LOUISVILLE, Ky. — The Louisville man who was accused of targeting and killing two Black shoppers at a grocery store two years ago has officially changed his plea.
Gregory Bush was looking at the death penalty. Instead, he will spend the rest of his life behind bars with no opportunity for parole.
Bush went before Judge Annie O'Connell and changed his not guilty plea to guilty, but mentally ill, for the murders of Maurice Stallard and Vickie Jones, in October 2018.
Bush was charged with murder, attempted murder and wanton endangerment in that deadly shooting at the Kroger in Jeffersontown.
Prior to the murders, police said Bush tried to enter First Baptist Church of Jeffersontown, which is a predominantly Black church.
The families of the victims faced Bush in court with tearful disbelief.

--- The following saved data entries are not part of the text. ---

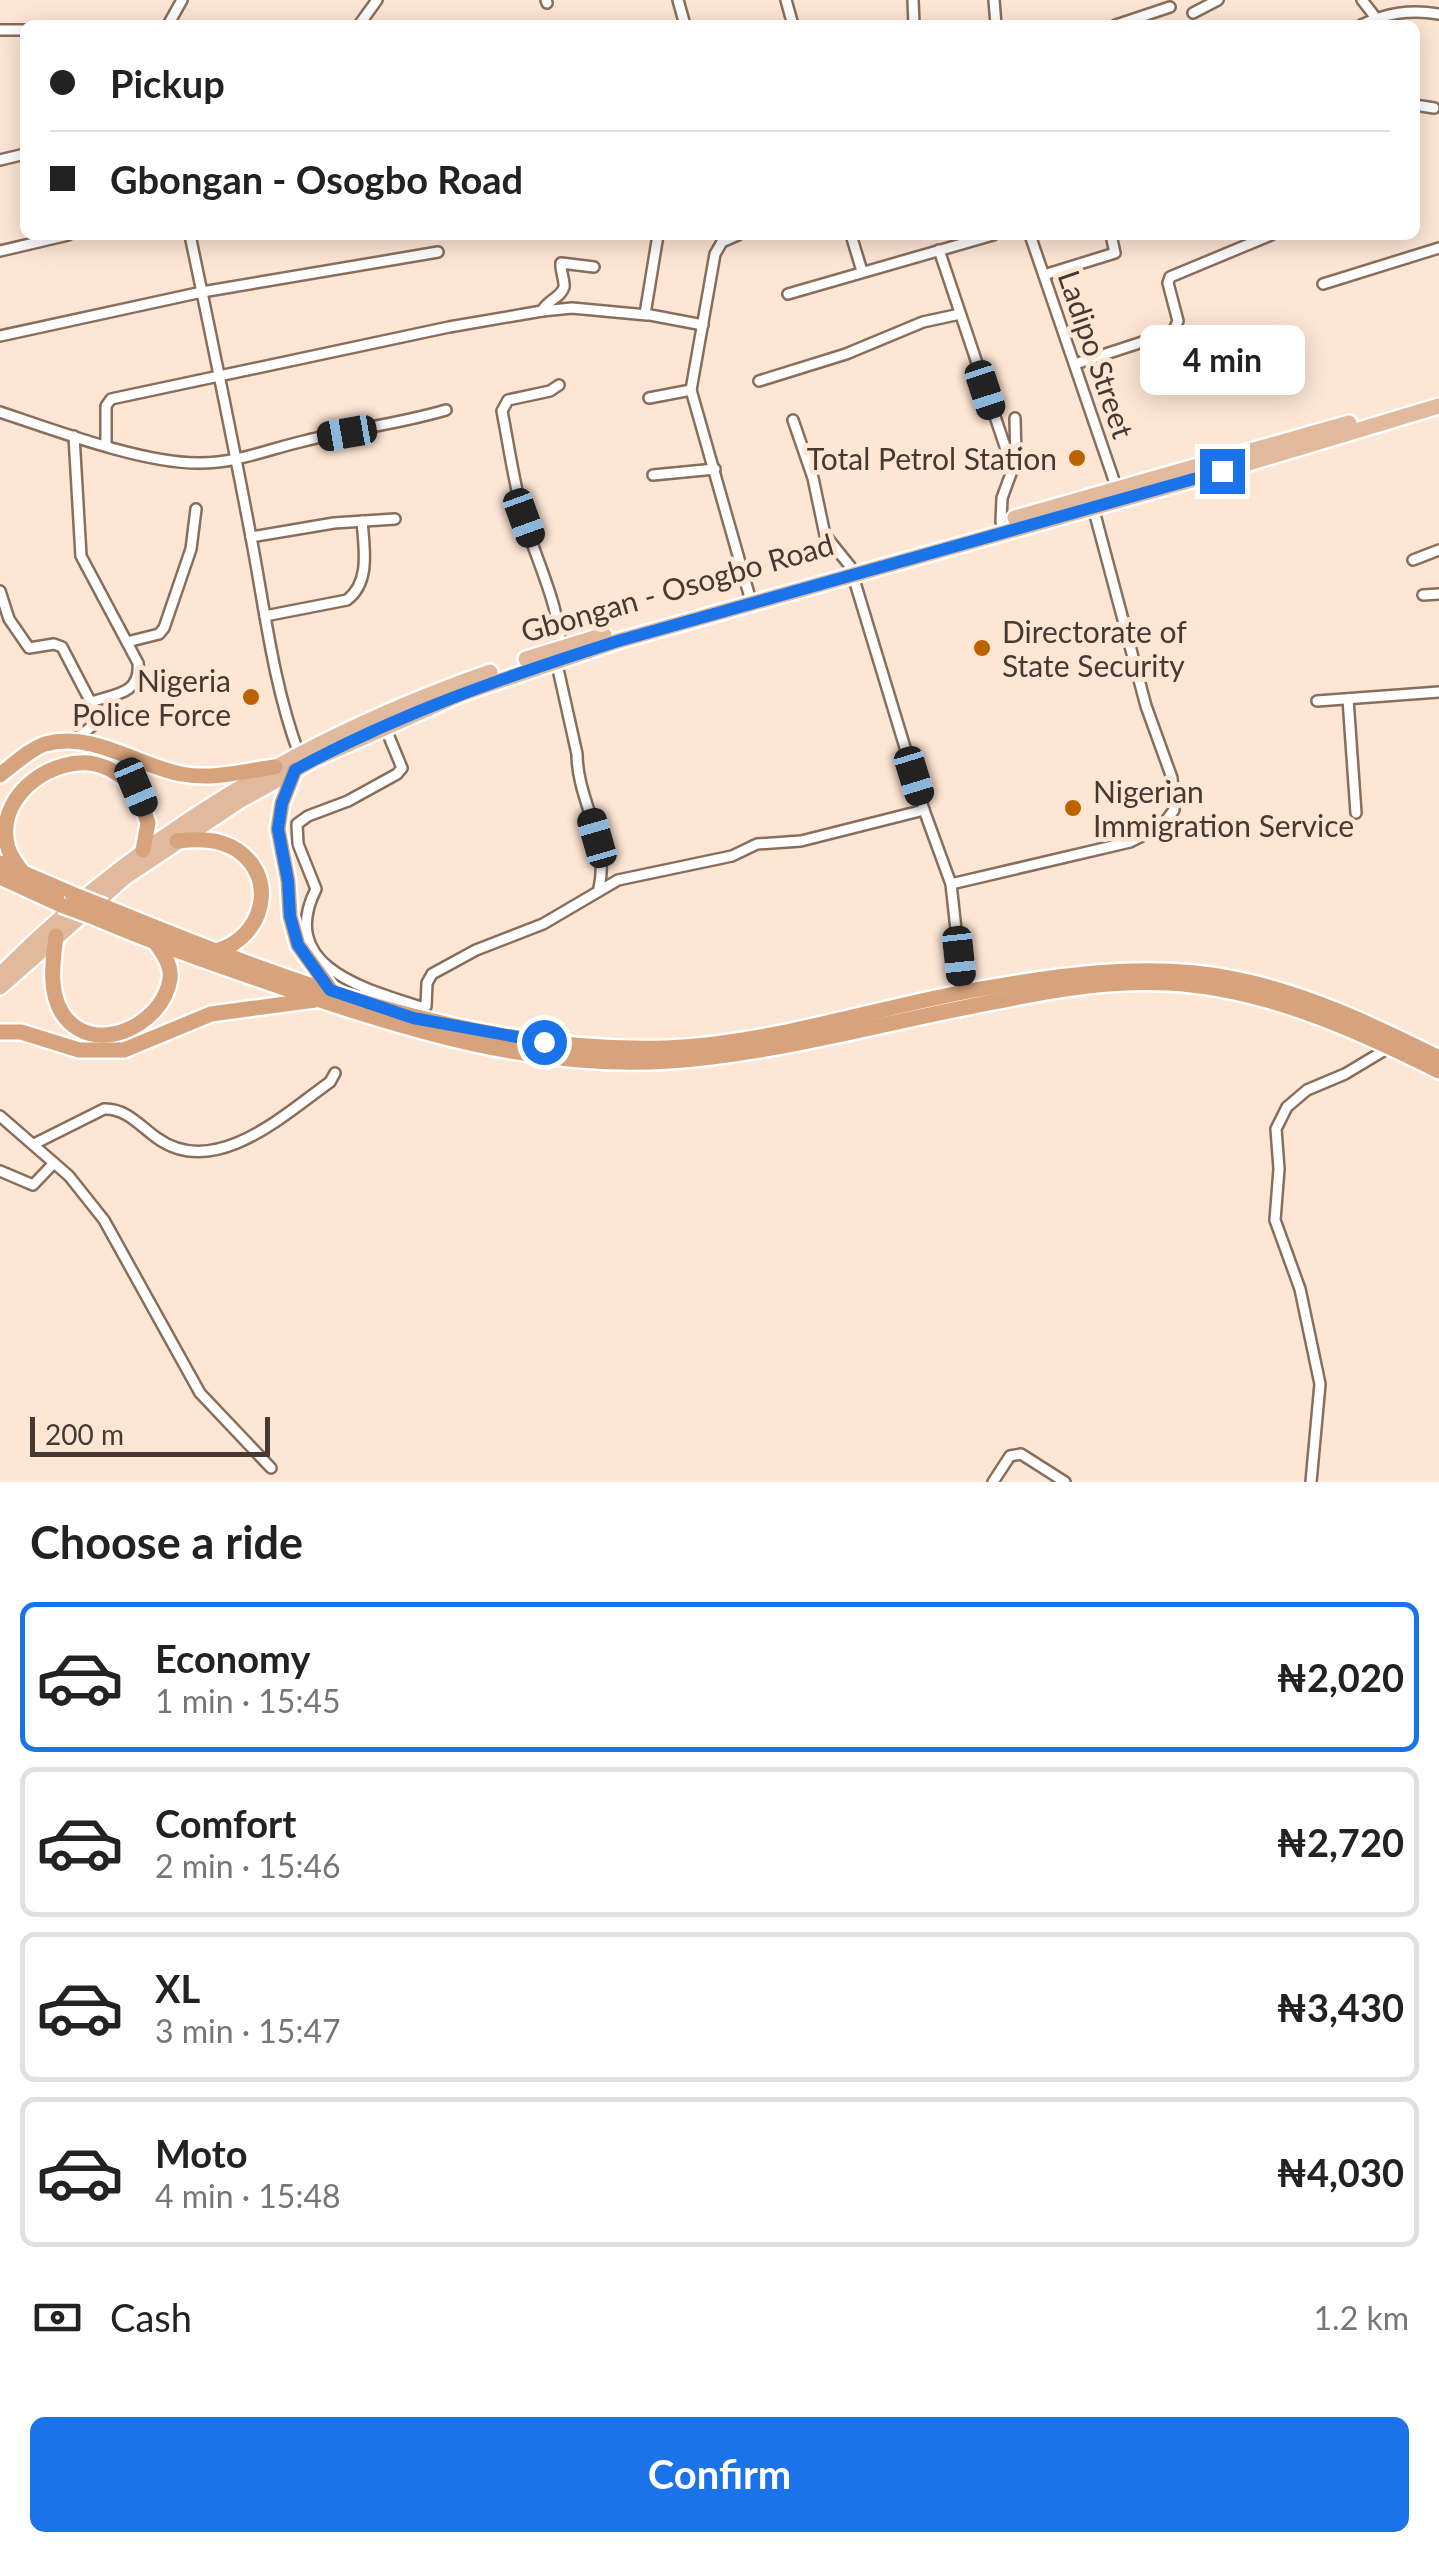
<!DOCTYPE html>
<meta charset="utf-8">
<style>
body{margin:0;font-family:Lato,sans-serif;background:#f6f6f6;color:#222;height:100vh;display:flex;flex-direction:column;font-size:38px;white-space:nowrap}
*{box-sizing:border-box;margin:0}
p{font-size:32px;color:#767676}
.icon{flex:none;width:55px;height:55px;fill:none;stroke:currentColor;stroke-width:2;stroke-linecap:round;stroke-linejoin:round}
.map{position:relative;height:1482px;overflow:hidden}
.panel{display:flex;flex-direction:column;background:#fff;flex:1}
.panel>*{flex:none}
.top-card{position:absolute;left:20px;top:20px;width:1400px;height:220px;border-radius:15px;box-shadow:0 5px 25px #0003;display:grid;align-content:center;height:220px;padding:0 30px;background:#fff}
.scale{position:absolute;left:30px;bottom:25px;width:240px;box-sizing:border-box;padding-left:10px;border:5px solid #453931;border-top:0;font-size:28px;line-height:35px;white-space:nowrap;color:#453931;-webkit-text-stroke:8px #fee6d5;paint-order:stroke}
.end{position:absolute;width:45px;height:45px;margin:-22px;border:12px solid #1a73e8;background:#fff;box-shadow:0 0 0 5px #fff}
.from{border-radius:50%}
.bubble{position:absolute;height:70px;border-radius:15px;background:#fff;box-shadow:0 5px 25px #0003;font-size:32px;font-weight:700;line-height:70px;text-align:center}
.car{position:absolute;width:30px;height:60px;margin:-30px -15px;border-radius:12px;box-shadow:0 0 8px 2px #0007;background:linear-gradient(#222 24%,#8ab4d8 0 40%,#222 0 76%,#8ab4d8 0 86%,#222 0)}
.top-card b{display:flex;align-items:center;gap:35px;height:95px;font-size:38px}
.top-card b+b{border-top:2px solid #e0e0e0}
.top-card i{width:25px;height:25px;background:#222}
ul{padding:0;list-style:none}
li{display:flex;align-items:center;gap:30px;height:150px;margin:0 20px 15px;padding:0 10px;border:5px solid #e0e0e0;border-radius:15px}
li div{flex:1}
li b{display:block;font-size:38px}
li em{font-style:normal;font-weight:700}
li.current{border-color:#1a73e8}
li>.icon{width:90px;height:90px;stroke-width:1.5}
h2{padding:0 30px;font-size:45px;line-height:120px}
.pay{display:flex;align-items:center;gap:25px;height:110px;padding:0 30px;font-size:38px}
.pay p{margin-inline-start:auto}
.action{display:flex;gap:20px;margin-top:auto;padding:20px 30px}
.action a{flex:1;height:115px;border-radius:15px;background:#1a73e8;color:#fff;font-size:40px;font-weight:700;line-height:115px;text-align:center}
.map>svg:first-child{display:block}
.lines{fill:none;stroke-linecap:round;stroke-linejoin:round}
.minor-casing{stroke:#896e5c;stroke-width:14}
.primary-casing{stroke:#fff;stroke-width:20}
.trunk-casing{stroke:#fff;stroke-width:20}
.minor{stroke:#fff;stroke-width:9}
.primary{stroke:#e1ba9d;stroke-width:15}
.trunk{stroke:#d7a37c;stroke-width:15}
.trunk-bridge-casing{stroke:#fff;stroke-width:20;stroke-linecap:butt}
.trunk-bridge{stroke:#d7a37c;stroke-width:15}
.route{stroke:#1a73e8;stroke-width:12}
.poi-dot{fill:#bc6200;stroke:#fee6d5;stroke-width:4}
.labels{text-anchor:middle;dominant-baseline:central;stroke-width:10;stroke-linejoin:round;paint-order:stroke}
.street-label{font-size:30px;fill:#453931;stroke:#fee6d5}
.poi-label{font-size:30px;fill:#453931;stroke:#fee6d5;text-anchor:end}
</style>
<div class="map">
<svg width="1439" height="1482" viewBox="0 0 1439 1482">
<rect width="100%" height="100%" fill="#fee6d5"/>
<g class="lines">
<defs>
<g id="minor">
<polyline points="546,0 547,3"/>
<polyline points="678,0 685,25"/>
<polyline points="786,0 793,25"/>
<polyline points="913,0 914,25"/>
<polyline points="994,0 996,25"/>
<polyline points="1362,0 1376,18"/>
<polyline points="1193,13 1218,0"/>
<polyline points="168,25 182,0"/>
<polyline points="359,25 377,0"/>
<polyline points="1116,25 1170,7"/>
<path d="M1361,25C1387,13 1410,9 1439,14"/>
<polyline points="0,30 25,30"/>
<polyline points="1415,105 1434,108"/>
<polyline points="0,160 25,154"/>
<path d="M190,235C211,335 232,436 251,537C265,610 273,684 299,754"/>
<polyline points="658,235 645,314 703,325"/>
<polyline points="738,235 722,242 715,254 691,390 749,594"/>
<polyline points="851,235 862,271"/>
<polyline points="1030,235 1117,489"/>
<polyline points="939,250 1013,470"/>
<polyline points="0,251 68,235"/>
<polyline points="1044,275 1115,253 1111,235"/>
<polyline points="1323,284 1439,248"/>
<polyline points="788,294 993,235"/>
<polyline points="542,311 572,308 647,315"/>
<polyline points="0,336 202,292 438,252"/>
<polyline points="1075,364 1173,332 1178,321 1168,283 1170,277 1271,235"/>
<polyline points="759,381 846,354 923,322 960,314"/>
<path d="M559,385L550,391L508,400L502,411C509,447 514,484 524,519C537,562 558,602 561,647"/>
<polyline points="649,398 691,390"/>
<path d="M0,412C54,430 144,464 200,463C237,463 269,449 304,441C351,429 399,424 446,410"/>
<polyline points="793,420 813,478 825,535 850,566 924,810 951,884 963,993"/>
<path d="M74,436L81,556L138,663C141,694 115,694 91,702"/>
<path d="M106,444V406L111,399L449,327L542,311C547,300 561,298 564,287C565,281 560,270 561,263L594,267"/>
<polyline points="653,475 715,469"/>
<polyline points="1001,522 1002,498 1016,460 1015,418"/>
<polyline points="251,537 334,523 395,519"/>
<polyline points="1413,560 1439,550"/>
<polyline points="0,591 9,619 29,648 54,644 62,647 100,720 73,741"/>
<polyline points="1423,595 1439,594"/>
<path d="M265,616L347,600C371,582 364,547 362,521"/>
<polyline points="127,642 159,634 164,628 191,549 196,509"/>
<path d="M556,660L577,754C577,800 610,841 599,888"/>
<polyline points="1348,699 1356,813"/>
<polyline points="1317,701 1439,692"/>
<path d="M385,727L402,768L397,774L348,801L308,816L297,824L298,844L316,889C277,967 365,989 421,1007L426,1006L427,983L432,974L476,950L543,924L618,880L732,856L757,844L801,841L924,810"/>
<polyline points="951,884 1130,842 1162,826 1174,810 1172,778 1146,706 1093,507"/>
<polyline points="0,1116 69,1176 104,1220 200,1393 271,1468"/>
<path d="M34,1144L104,1109C126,1108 140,1126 157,1138C215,1180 285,1114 330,1082L335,1073"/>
<polyline points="0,1171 33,1185 54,1163"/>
<polyline points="993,1482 1010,1456 1021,1454 1065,1482"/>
<polyline points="1311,1482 1320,1384 1300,1289 1275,1220 1279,1169 1276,1129 1287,1107 1307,1090 1345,1074 1390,1047"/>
</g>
<g id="primary">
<polyline points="1015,518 1349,423"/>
<polyline points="526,659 604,635"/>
<path d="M3,972C140,835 307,736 490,672"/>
<polyline points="0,987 125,877 239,801 315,759 461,694 618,641 1192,480 1439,406"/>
</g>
<g id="trunk">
<polyline points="295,770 282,803 278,829 288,881 290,916 298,945 330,989"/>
<path d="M0,775C13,765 30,749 45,744C93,731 136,765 181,774C212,780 245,771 275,767"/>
<path d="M177,841C198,839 218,838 237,850C280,879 262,939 216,951"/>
<polyline points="0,863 72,894"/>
<path d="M23,873C15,862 7,852 6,838C1,792 54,756 95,764C110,767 124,778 136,787L148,823L143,850"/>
<polyline points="0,877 61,905"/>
<path d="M105,907C282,979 471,1054 666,1048C767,1044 865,1011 964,992C1051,976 1147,961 1235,979C1306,993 1375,1026 1439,1058"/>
<path d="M96,918C159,945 223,967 287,989C410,1031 538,1070 670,1061C783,1053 893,1020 1004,1000C1059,989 1112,980 1168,983C1264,988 1355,1029 1439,1071"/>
<path d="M56,936C53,961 48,990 62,1013C92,1059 163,1026 170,979C172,965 163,954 156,943"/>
<polyline points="0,1032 21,1032 79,1050 124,1050 211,1014 315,1000"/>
</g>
</defs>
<use href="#minor" class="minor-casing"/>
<use href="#primary" class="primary-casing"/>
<use href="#trunk" class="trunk-casing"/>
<use href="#minor" class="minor"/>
<use href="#primary" class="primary"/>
<use href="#trunk" class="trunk"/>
<defs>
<g id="trunk-bridge">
<polyline points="72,894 105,907"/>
<polyline points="61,905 96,918"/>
</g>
</defs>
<use href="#trunk-bridge" class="trunk-bridge-casing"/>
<use href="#trunk-bridge" class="trunk-bridge"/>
</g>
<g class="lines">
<path class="route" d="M544,1042L413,1018L330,990L298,945L290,916L288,881L278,829L282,803L295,770C397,714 507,676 618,641L1222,471"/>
</g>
<g class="poi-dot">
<circle cx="1077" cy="458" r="10"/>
<circle cx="982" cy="648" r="10"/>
<circle cx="251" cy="697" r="10"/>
<circle cx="1073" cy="808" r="10"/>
</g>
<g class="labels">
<g class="street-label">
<text transform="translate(1097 354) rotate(71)">Ladipo Street</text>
<text transform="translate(677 587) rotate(-16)">Gbongan - Osogbo Road</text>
</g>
<g class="poi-label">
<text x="1057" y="458">Total Petrol Station</text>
<text x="1002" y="631" text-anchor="start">Directorate of<tspan x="1002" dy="34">State Security</tspan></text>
<text x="231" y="680">Nigeria<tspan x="231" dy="34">Police Force</tspan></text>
<text x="1093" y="791" text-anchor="start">Nigerian<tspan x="1093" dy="34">Immigration Service</tspan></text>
</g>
</g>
</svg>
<div class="scale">200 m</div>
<i class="end from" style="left:544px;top:1042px"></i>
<i class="end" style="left:1222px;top:471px"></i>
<div class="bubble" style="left:1140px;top:325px;width:165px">4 min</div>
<i class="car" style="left:985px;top:390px;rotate:162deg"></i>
<i class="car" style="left:347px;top:433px;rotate:260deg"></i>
<i class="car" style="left:524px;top:518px;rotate:160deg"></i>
<i class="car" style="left:914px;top:776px;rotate:163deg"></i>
<i class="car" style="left:136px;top:787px;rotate:157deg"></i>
<i class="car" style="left:597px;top:838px;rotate:344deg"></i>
<i class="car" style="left:959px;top:956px;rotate:174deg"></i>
<div class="top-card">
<b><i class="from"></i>Pickup</b>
<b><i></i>Gbongan - Osogbo Road</b>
</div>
</div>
<section class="panel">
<h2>Choose a ride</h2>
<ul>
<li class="current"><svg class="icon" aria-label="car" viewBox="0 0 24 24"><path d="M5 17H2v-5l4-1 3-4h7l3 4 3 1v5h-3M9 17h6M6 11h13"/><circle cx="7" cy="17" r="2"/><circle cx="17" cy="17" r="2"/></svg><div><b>Economy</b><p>1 min · 15:45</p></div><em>₦2,020</em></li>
<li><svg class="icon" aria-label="car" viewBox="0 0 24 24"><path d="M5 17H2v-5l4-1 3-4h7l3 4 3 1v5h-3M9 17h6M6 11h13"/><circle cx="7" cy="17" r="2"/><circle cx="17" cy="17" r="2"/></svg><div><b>Comfort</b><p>2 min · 15:46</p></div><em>₦2,720</em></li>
<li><svg class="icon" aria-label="car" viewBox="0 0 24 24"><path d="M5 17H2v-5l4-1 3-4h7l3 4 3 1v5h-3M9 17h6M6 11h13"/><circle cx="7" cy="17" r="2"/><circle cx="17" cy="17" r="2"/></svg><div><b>XL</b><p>3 min · 15:47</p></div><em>₦3,430</em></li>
<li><svg class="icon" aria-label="car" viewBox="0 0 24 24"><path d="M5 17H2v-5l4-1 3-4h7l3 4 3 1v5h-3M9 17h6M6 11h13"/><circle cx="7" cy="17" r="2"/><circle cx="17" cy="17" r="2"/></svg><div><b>Moto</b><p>4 min · 15:48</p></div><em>₦4,030</em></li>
</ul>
<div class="pay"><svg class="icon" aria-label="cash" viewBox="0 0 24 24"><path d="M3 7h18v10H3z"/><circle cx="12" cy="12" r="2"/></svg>Cash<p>1.2 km</p></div>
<div class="action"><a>Confirm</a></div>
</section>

"My work is in fighting hate and discrimination and bias and prejudice, and for you to do what you did is the life struggle of my career. I can't even contemplate. You have no idea," said Kellie Watson, the daughter of Maurice Stallard.
Stallard wife, Charlotte, also spoke Tuesday, saying, "To follow them into a store and decide to take their lives or take his life and scare my grandchild to death. I just don't understand that. It just can't be the color of their skin. To me you need more than that. You can't hate someone that much just for the color of their skin."
Bush was also facing federal hate crime charges. Those charges are two counts of "shooting and killing two victims based on their race," as well as "one count of attempting to shoot a victim based on race." On February 18 he is scheduled to plead guilty as well in U.S. District Court on those charges.
"She never knew this man, knew you. She never had anything to do with Mr. Bush and for him to gun her down like she was a nobody, just because the color of her skin," said Jones' aunt.
Jones' sister said she prays for Bush "because I don't know how you look at yourself in the mirror. I don't know how you live with yourself ."
According to court documents, in exchange, former U.S. Attorney General William Barr directed the United States not to pursue the death penalty.